I think I basically agree with Magee Coe, but I don't quite follow his explanation on the second part. So I'll do my own presentation anyway. Probably the difference is just a matter of terminology, but I think my presentation will be easier to follow.

Preliminary:
Since the a_n are a non-increasing sequence of non-negative numbers, I define the following notation: the ∞-tuple
(b_1, b_2, b_3, ....) = sum(k=1, ∞) [b_k*a_k]
where each b_k = 0 or 1

In other words, (b_1, b_2, b_3...) is the binary representation of the sum of a subseries of the a_n.

In this terminology, S = set of all real numbers x such that x is equal to one of the binary ∞-tuples described above.

First: "Suppose S is an interval of R. Then
a_n ≤ sum (k=n+1, ∞)[a_k]"
Proof: Suppose not. Then there is some a_N such that
a_N > sum (k=N+1, ∞).

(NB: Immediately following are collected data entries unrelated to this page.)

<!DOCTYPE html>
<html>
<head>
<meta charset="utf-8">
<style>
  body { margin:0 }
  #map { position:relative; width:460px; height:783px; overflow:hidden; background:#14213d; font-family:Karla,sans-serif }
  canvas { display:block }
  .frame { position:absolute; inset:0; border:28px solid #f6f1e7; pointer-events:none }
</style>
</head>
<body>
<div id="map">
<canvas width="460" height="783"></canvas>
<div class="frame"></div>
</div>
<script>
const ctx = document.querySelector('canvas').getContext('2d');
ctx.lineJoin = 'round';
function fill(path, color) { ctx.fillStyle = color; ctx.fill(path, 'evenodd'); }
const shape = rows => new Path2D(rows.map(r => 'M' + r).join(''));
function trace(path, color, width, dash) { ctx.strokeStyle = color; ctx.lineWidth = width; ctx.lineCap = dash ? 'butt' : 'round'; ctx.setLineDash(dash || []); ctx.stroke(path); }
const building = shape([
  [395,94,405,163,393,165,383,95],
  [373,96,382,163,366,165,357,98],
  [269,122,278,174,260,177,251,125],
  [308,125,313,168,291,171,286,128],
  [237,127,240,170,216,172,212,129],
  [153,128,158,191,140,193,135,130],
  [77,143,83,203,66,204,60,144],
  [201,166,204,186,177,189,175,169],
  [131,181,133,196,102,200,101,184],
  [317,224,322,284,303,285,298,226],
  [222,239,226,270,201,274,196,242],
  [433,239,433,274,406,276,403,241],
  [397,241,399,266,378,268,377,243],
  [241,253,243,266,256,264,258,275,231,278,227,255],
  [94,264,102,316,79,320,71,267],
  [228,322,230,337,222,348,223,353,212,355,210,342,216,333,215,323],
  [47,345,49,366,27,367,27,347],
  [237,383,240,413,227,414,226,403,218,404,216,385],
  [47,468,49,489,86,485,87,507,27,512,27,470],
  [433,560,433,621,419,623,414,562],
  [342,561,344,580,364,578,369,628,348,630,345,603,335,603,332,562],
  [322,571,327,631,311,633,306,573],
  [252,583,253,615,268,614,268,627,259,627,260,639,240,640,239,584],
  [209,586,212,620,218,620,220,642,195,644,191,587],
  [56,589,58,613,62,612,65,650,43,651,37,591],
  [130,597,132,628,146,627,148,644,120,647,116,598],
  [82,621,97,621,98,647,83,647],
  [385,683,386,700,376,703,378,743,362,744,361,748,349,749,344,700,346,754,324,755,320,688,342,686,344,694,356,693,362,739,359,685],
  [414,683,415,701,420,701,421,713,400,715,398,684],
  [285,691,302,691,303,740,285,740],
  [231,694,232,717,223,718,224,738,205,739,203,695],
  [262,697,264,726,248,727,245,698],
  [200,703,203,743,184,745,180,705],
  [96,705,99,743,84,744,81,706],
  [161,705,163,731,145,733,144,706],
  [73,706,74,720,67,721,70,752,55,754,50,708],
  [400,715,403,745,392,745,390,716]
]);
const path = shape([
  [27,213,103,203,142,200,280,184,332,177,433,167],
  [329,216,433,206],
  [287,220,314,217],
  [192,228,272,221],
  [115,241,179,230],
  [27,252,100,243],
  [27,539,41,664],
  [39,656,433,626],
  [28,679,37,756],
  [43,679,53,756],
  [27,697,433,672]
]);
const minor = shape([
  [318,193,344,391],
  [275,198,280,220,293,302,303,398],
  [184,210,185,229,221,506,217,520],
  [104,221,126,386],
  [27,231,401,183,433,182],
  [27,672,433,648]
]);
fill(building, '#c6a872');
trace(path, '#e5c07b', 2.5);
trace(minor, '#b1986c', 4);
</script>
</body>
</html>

Then consider:
x1 = (1,1,1,...1,0,0,0...) where the last "1" is b_N-1
x2 = (1,1,1,...1,1,0,0...) where the last "1" is b_N

By construction,
x2 - x1 = a_N.
The only values of S that can "bridge the gap" between x1 and x2 are obtained by adding elements of a_n for n > N (the rest having already been used), and by our assumption, even taking all of these will not be enough to do the job.
Hence, if the "a_n ≤ sum (k=n+1, ∞)[a_k]" property is not true, S cannot be an interval.
So, if S is an interval, it must be true that
a_n ≤ sum (k=n+1, ∞)[a_k] for all n.
(This is essentially identical to Magee Coe's proof.)

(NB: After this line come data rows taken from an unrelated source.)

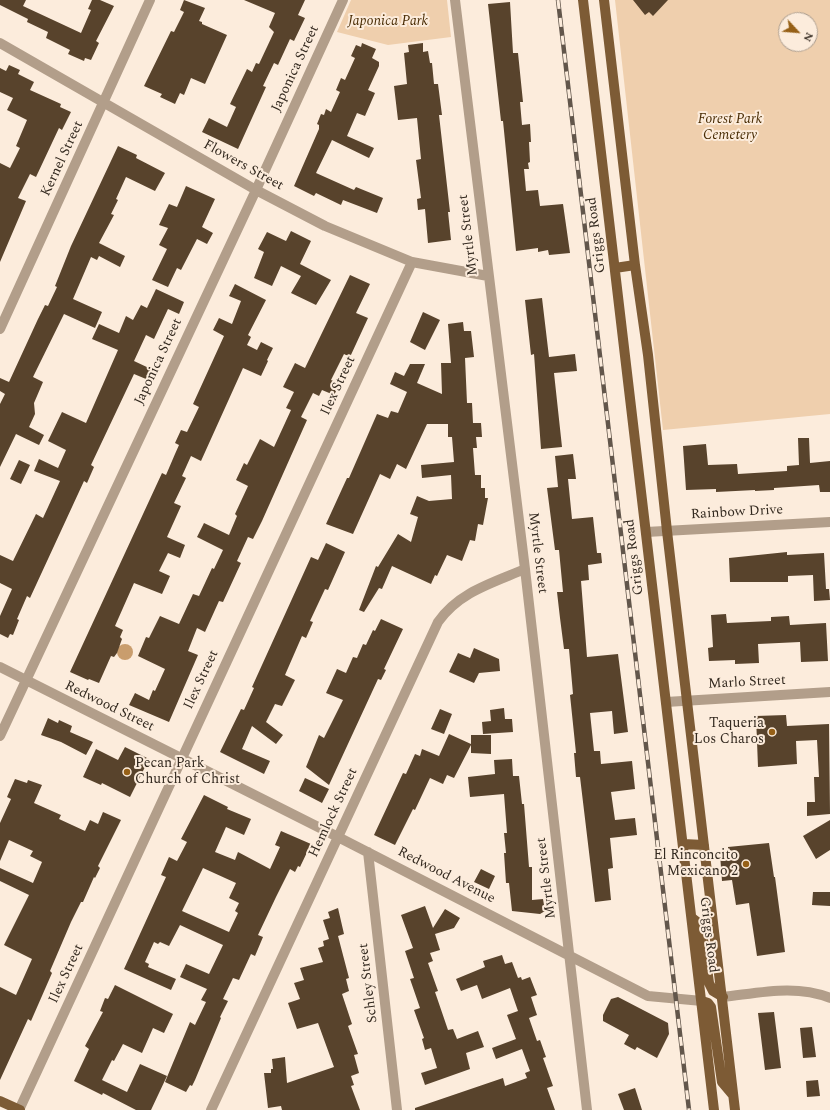 <!DOCTYPE html>
<style>
body{margin:0}
#map{position:relative;width:830px;height:1110px;overflow:hidden;background:#fcecdc;font-family:Spectral,serif}
canvas{display:block}
.north{position:absolute;left:778px;top:12px;width:40px;height:40px;box-sizing:border-box;background:#fcecdc;border:1px solid #ac9e90;border-radius:50%;rotate:116deg;font-size:11px;font-weight:700;line-height:16px;text-align:center;color:#33291f}
.north::after{content:'';display:block;margin:auto;width:14px;height:18px;background:#966017;clip-path:polygon(50% 0,100% 100%,50% 72%,0 100%)}
</style>
<div id="map">
<canvas width="830" height="1110"></canvas>
<div class="north">N</div>
</div>
<script>
const ctx = document.querySelector('canvas').getContext('2d');
ctx.lineJoin = 'round';
function paint(path, color) {
  ctx.fillStyle = color;
  ctx.fill(path, 'evenodd');
}
function trace(path, color, width, dash) {
  ctx.strokeStyle = color;
  ctx.lineWidth = width;
  ctx.lineCap = dash ? 'butt' : 'round';
  ctx.setLineDash(dash || []);
  ctx.stroke(path);
}
function label(font, color, halo, rows, align = 'center') {
  ctx.font = font + ' Spectral,serif';
  ctx.lineWidth = 4;
  ctx.setLineDash([]);
  ctx.textBaseline = 'middle';
  ctx.strokeStyle = halo;
  ctx.fillStyle = color;
  for (const [text, x, y, turn = 0] of rows) {
    ctx.save();
    ctx.translate(x, y);
    ctx.rotate((+turn || 0) * Math.PI / 180);
    ctx.textAlign = isNaN(turn) ? turn : align;
    if (halo) ctx.strokeText(text, 0, 0);
    ctx.fillText(text, 0, 0);
    ctx.restore();
  }
}
paint(new Path2D(`
 M351,0H447L451,37L388,45L337,32Z
 M615,0H830V414L663,430ZM786,20H810V44H786Z`), '#efcfad');
paint(new Path2D(`
 M117 652a8 8 0 1 1 16 0a8 8 0 1 1-16 0Z`), '#c99d6d');
paint(new Path2D(`
 M0,0H26L23,6L81,33L91,10L88,9L92,0H100L114,6L96,41L99,43L91,60L85,58L84,61L68,54L70,50L46,38L48,32L27,22L28,19L0,5Z
 M184,0L205,8L199,21L202,22V24L227,35L205,84L191,78L184,95L180,93L175,104L160,97L162,94L144,86L171,31L174,32L184,12L180,10Z
 M244,0H305L298,15L305,18L294,41L290,39L278,65L274,63L263,86L266,87L238,149L202,132L209,118L227,127L236,107L230,104L247,69L252,72L256,63L259,64L274,32L269,27L275,13Z
 M633,0H668L653,16L649,12L645,15Z
 M510,2L513,53H518L523,102H520L522,125L530,124L531,142H529L530,162L528,163L529,169H524L526,191L538,190L540,206L563,204L570,253L549,255L548,250L538,252V248L516,251L503,121H501L488,4Z
 M362,43L376,49L372,58L379,62V66L368,90L375,93L365,116L357,113L347,136L374,148L369,158L332,140L316,173L354,190L356,187L383,198L377,213L343,200L341,205L316,193L314,196L294,186L319,129V125L317,124L321,114L324,115L326,109L331,112L340,92L336,90L341,78L345,80L355,58L351,56L356,45L361,47Z
 M423,43V52L428,51L430,63H432L434,84H438L442,115H439L450,212H448L451,240L428,243L425,209L418,210L417,199L421,198L416,160L421,159L417,118L398,120L394,86L407,84L404,53L409,52L408,45Z
 M9,65L20,70L18,74L34,82L30,90L61,104L60,107L71,112L62,130L59,128L36,177L30,174L18,198L26,201L0,262V163L10,168L20,148L16,146L27,120L7,110L13,98L0,92V68L6,71Z
 M118,146L137,155L136,158L165,173L155,191L126,177L116,199L118,200L111,214L114,215L99,243L125,256L120,267L99,256L97,260L91,257L73,299L102,312L95,328L64,314L33,377L43,382L34,403L35,414L29,427L44,435L39,445L16,434L0,467V404L5,394L0,391V378L9,382L38,319L45,305L48,306L57,287L55,286L71,246Z
 M186,186L215,199L202,227L213,233L207,244L197,239L181,270L177,268L168,287L152,280L167,249L159,245L168,228L159,225L169,204L177,207Z
 M291,231L311,241L300,264L331,280L316,305L291,293L301,276L281,266L272,286L254,278L264,252L258,249L267,232L286,241Z
 M350,275L370,284L356,313L368,318L350,357L344,354L331,380L340,384L334,395L322,390L319,396L313,393L301,417L307,420L262,521L253,539L248,537L237,561L241,563L223,602L219,601L205,632L197,628L188,651L198,655L169,722L129,705L135,693L149,700L153,690L155,691L165,669L138,656L146,637L149,638L160,616L179,624L193,594L199,596L212,568L214,569L223,550L197,537L204,523L229,535L237,516L235,514L248,486L236,480L244,463L247,465L260,439L274,447L291,410L286,408L294,392L283,387L295,363L305,368Z
 M235,284L266,300L248,335L251,337L247,345L257,350L261,342L273,348L267,360L268,361L261,376L243,368L201,461L191,456L182,476L186,478L174,503L181,506L167,537L185,545L180,558L168,553L159,571L170,576L162,594L134,583L115,626L123,630L120,637L122,639L117,653L114,657L111,656L99,683L89,679L88,680L70,672L162,473L166,475L175,454L179,445L175,443L181,430L187,432L199,407L193,404L224,336L213,330L219,318L232,324L241,301L229,296Z
 M156,289L184,302L179,314L168,309L154,339L146,335L134,361L151,369L146,379L134,374L91,465L94,467L87,483L84,481L30,598L27,596L17,619L19,620L13,635L10,634L8,638L0,634V616L12,589L0,583V555L13,561L36,514L43,518L60,481L34,471L39,459L58,468L66,450L48,441L62,412L86,423L118,350L92,339L99,324L119,333L126,316L133,320L141,305L147,308Z
 M542,298L549,357L575,354L577,371L554,373L562,447L541,449L534,354L531,355L525,300Z
 M423,312L440,320L425,350L410,342Z
 M463,322L464,331H471L474,357L465,358L467,403H472L473,423H481L482,437H476L477,448H473L475,475H481V488H485V498H488L483,525L478,524L475,541L470,540L462,561L447,555L437,576L435,575L431,584L392,566L382,589L379,588L364,612L359,610L376,566L378,567L398,534L411,542L418,517L410,514L417,496L429,501L452,499L451,475L422,478L421,465L454,462L452,437H448V424H427L406,469L397,464L390,479L380,474L353,534L326,524L347,478H349L377,414L388,418L391,411L398,413L407,392L390,384L395,372L404,376L410,364H425L417,383L442,394L441,363H451L448,324Z
 M798,438H809L810,463L830,461V492H820L819,485L774,488V490L755,491V490L716,492V489L686,490L683,446L706,444L708,465L737,464L738,474L787,471V466L799,465Z
 M573,454L576,479H568L572,519L593,517L597,553H601L602,563L588,565L589,580L581,581L587,657L618,654L628,732L614,734L612,711L590,713L594,751H600L601,764L632,761L635,789L611,792L615,820L635,818L637,835L610,838L613,868L608,869L611,900L595,902L580,777H576L574,753H576L570,695L573,694L569,649H564L560,618L557,592H563L559,550H555L547,488L558,487L555,456Z
 M19,460L30,465L21,484L10,479Z
 M326,543L345,552L328,590L325,589L310,621L313,622L306,638L302,636L285,675L295,680L282,706L275,704L266,722L283,735L276,744L252,726L242,749L270,761L264,774L220,752L241,709L244,710L254,688L252,687L311,557L318,560Z
 M787,552V555L824,553L826,589H829L830,600L814,601L813,575L788,576V582H730L729,558Z
 M726,614L727,623L771,621V617L789,616L790,625L826,623L828,661L801,662L800,642L758,644L759,663L735,664V660L709,661L708,648L713,647L711,615Z
 M381,619L403,629L384,669L386,670L381,680L378,679L329,785L306,767L319,735L324,738L343,700L326,693L337,669L346,673L353,657L357,658L363,644L366,645L373,630L375,631Z
 M474,648L499,659L500,671L479,673L474,683L449,672L458,653L470,658Z
 M504,708L505,719H512L513,732L483,734L482,722L491,721L490,710Z
 M440,709L452,714L444,734L431,729Z
 M786,715L787,726L829,724L830,814L807,816V802H815L814,777H819L817,740L796,741L797,764L758,767L756,716Z
 M48,718L58,723L59,720L72,726L70,732L93,742L86,755L61,742L41,735Z
 M449,734L471,744V735H491V754L471,753V745L454,778L447,775L443,784L430,778L415,810L413,809L395,845L374,835L403,773L406,774L415,754L420,756L422,749L439,756Z
 M125,747L149,759L130,797L102,783L101,785L83,777L96,749L118,760Z
 M512,759L513,776H519L522,804H524L529,867H532V900L543,899L545,911L540,914L512,911L509,883H506L504,853H506L504,833H507L504,794L470,797L468,777L495,774L494,760Z
 M305,778L329,789L322,803L299,791Z
 M15,779L27,783L28,780L42,785L34,803L61,815L59,819L85,831L90,820L98,824L103,812L121,820L98,866L100,868L95,878L94,877L83,902H81L71,922L50,971L52,973L31,1021L28,1019L0,1080V987L16,995L32,959L4,945L29,895L0,881V868L33,883L42,862L30,856L33,851L9,840L0,861V823L11,799L7,797Z
 M204,795L228,807L227,809L251,819L244,835L226,827L215,852L235,860L238,852L270,869L280,847L275,845L281,831L311,844L300,867L298,866L295,872L290,869L276,897L258,935L263,937L255,956L251,954L239,980L233,978L223,999L228,1001L220,1017L221,1018L195,1080L192,1086L190,1085L186,1092L165,1082L190,1022L195,1025L206,1002L201,1000L207,989L180,977L186,964L209,974L223,945L180,925L169,946L160,942L158,944L154,942L145,962L149,964L148,967L176,979L171,990L124,969L166,877L161,875L169,857L177,861L187,842L181,839ZM203,868L236,883L229,898L239,903L235,911L238,913L229,932L182,911Z
 M830,820V850L816,859L803,836Z
 M769,843L774,877H775L785,952L757,956L749,903L736,905L732,880L722,881L720,854L728,853V847Z
 M481,869L495,876L489,889L474,882Z
 M813,892H830V906L812,905Z
 M425,906L433,928L445,909L460,918L454,928L435,934L440,950L430,953L433,961L428,963L438,991L435,992L448,1030L453,1029L457,1039L478,1031L484,1047L466,1053L470,1069L425,1085L421,1073L437,1068L431,1048L425,1050L422,1039L424,1038L414,1010L420,1008L410,979L414,978L405,951L413,948L401,915Z
 M338,908L344,934L338,936L349,978L346,979L349,991L342,994L352,1024L348,1026L358,1054L354,1055L359,1073L351,1076L354,1085L351,1086L360,1110H282L281,1106L268,1108L264,1073H271V1069H273L272,1059L285,1057L287,1083L334,1067L318,1023L297,1029L288,1003L300,999L294,983L304,980L300,968L323,962L318,948L324,946L323,941L329,939L323,920L330,918L328,912Z
 M502,955L505,964L512,962L518,978L521,977L522,980L530,977L537,995L531,997L537,1015L529,1018L537,1041L540,1040L546,1057L543,1058L553,1086L547,1088L555,1110H415V1108L503,1078L505,1086L527,1078L525,1073L530,1071L522,1049L496,1059L492,1048L516,1039L507,1015L518,1011L510,988L482,999L477,985L461,991L456,979L485,967L483,961Z
 M115,985L173,1014L164,1033L153,1028L142,1053L123,1044L114,1061L112,1060L102,1080L127,1092L140,1064L167,1076L151,1110H136L103,1093L102,1095L74,1081L89,1049L85,1046L103,1012L100,1011L105,998L108,999Z
 M618,997L668,1023L669,1034L657,1058L637,1047L635,1050L624,1044L629,1035L603,1021V1015L611,999Z
 M774,1012L781,1068L765,1070L758,1013Z
 M812,1027L816,1057L803,1058L800,1028Z
 M818,1080L820,1096L807,1097L806,1081Z
 M635,1088L642,1110H624L618,1094Z`), '#58432c');
trace(new Path2D(`
 M455,0L525,569L587,1110
 M0,43L256,190L325,226L412,262L488,276
 M0,329L150,0
 M646,532L830,522
 M0,667L338,837L648,996L702,1001
 M666,702L830,692
 M0,736L256,190L343,0
 M368,852L397,1110
 M723,997C759,993 796,984 830,998
 M19,1110L412,262
 M211,1110L438,622C459,592 492,583 525,569`), '#b29e8a', 10);
trace(new Path2D(`
 M583,0L714,1110
 M604,0L635,265L648,355L667,531L735,1110
 M615,268L635,265
 M683,844L704,845
 M692,918L701,925L709,983L713,991L723,997
 M702,1001L708,1003L711,1007L722,1082L733,1095
 M0,1101L20,1110`), '#7d5b35', 10);
const rail = new Path2D(`
 M558,0L689,1110`);
trace(rail, '#62564b', 4.5);
trace(rail, '#fcecdc', 3, [9]);
for (const [x, y, r, color] of [
 [772,732,4,"#966017"],
 [127,772,4,"#966017"],
 [746,864,4,"#966017"]
]) {
  const dot = new Path2D();
  dot.arc(x, y, r, 0, 2 * Math.PI);
  ctx.fillStyle = color;
  ctx.fill(dot);
  trace(dot, '#fcecdc', 1.5);
}
label('italic 14px', '#492c04', '#fcecdc', [
 ["Japonica Park",388,22],
 ["Forest Park",730,120],
 ["Cemetery",730,136]
]);
label('14px', '#33291f', '#fcecdc', [
 ["Japonica Street",296,69,-65],
 ["Kernel Street",63,159,-65],
 ["Flowers Street",243,166,29],
 ["Myrtle Street",469,235,-97],
 ["Griggs Road",597,235,-97],
 ["Japonica Street",159,362,-65],
 ["Ilex Street",339,386,-65],
 ["Rainbow Drive",737,513,-3],
 ["Myrtle Street",537,553,83],
 ["Griggs Road",635,557,-97],
 ["Ilex Street",202,680,-65],
 ["Marlo Street",747,683,-3],
 ["Redwood Street",109,707,26],
 ["Hemlock Street",334,813,-65],
 ["Redwood Avenue",446,876,27],
 ["Myrtle Street",547,878,-97],
 ["Griggs Road",708,935,83],
 ["Ilex Street",67,974,-65],
 ["Schley Street",369,983,-97]
]);
label('14px', '#33291f', '#fcecdc', [
 ["Taqueria",764,724],
 ["Los Charos",764,740],
 ["Pecan Park",135,764,"left"],
 ["Church of Christ",135,780,"left"],
 ["El Rinconcito",738,856],
 ["Mexicano 2",738,872]
], 'right');
</script>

Second: "If a_n ≤ sum (k=n+1, ∞)[a_k] for all n, then S is an interval."
Proof:
The smallest x = (0,0,0...) = 0 , and the largest x = (1,1,1..). For any y in between, we want to find a convergent sequence that leads to y. This is not hard:
- If a_1 ≥ y, set b_1 = 0. Otherwise, set b_1 = 1.
y_1 = (b_1, 0, 0...)
- If y_1 + a_2 ≥ y, set b_2 = 0. Otherwise, set b_2 = 1.
y_2 = (b_1, b_2, 0, 0...)
- If y_2 + a_3 ≥ y, set b_3 = 0. Otherwise, set b_3 = 1.
y_3 = (b_1, b_2, b_3, 0,0...)
...
If we consider the sequence of y_n, this is a monotonically increasing infinite sequence in a bounded interval of R. It will therefore converge to a real number within the interval. Because the a_n go to 0, this must be the value of y, for which we have constructed the binary ∞-tuple representation, and so this is an element of S.
Thus, every point y within the interval (0, ∑a_n) is included in S.

By the way:
- The statement of the question does not preclude the possibility that consecutive a_n could have equal values. This means that the binary ∞-tuple representation may not be unique. This does not matter with respect to the proof.
- The same issue applies even if the a_n are strictly decreasing, since the "≤" in the summation inequality means that there can be multiple representation. Indeed, we should be familiar with this already from our ordinary decimal number representation: 0.99999999... = 1.

Answer 2

( => )
Assume that the statement "for each natural n, a_n <= sum(a_k,k=n+1..+oo)" does not hold. Then for some N, one number in S is sum(a_k, k=1..+oo) -a_N, and the closest higher number in S is sum(a_k, k=1..+oo) -sum(a_k,k=N+1..+oo). Hence, S is not an interval.

( <= )
Now assume that the statement "for each natural n, a_n <= sum(a_k,k=n+1..+oo)" holds. Disregard the trivial case of all zeros and let x be any number between 0 and sum(a_k,k=n+1..+oo), and let epsilon>0. Construct a subseries (b_n) in the following manner:
Pick the first element from a_n that is less than or equal to x as the first element in (b_n). Choose the second as the first element from a_n that is less than or equal to x-b_1. Choose the third as the first element from a_n that is less than or equal to x-(b_1+b_2). And so on.
Hence, for every natural K, there exists an N>=K such that the following relation holds:
0 <= a_N <= x -sum(b_k,k=1,...,K-1) <= a_(N-1) <= sum(a_k,k=N,...,+oo).
For large enough K, which implies large enough N, the most right hand side will be less than epsilon, that is,
0 <= x -sum(b_k,k=1,...,K-1) <= epsilon.
By the property of the real numbers, x -sum(b_n)=0, and hence S is in the nontrivial case the interval ]0,sum(a_n)].

Answer 3

enable x be in [0, a million). Then 0 <= x < a million. Then -a million < -x <= 0 by technique of mutliplication of -a million. Then 0 < a million - x <= a million by technique of including a million. for this reason, a million-x is in [0, a million). outline the function f(x) = a million - x. that's a bijection.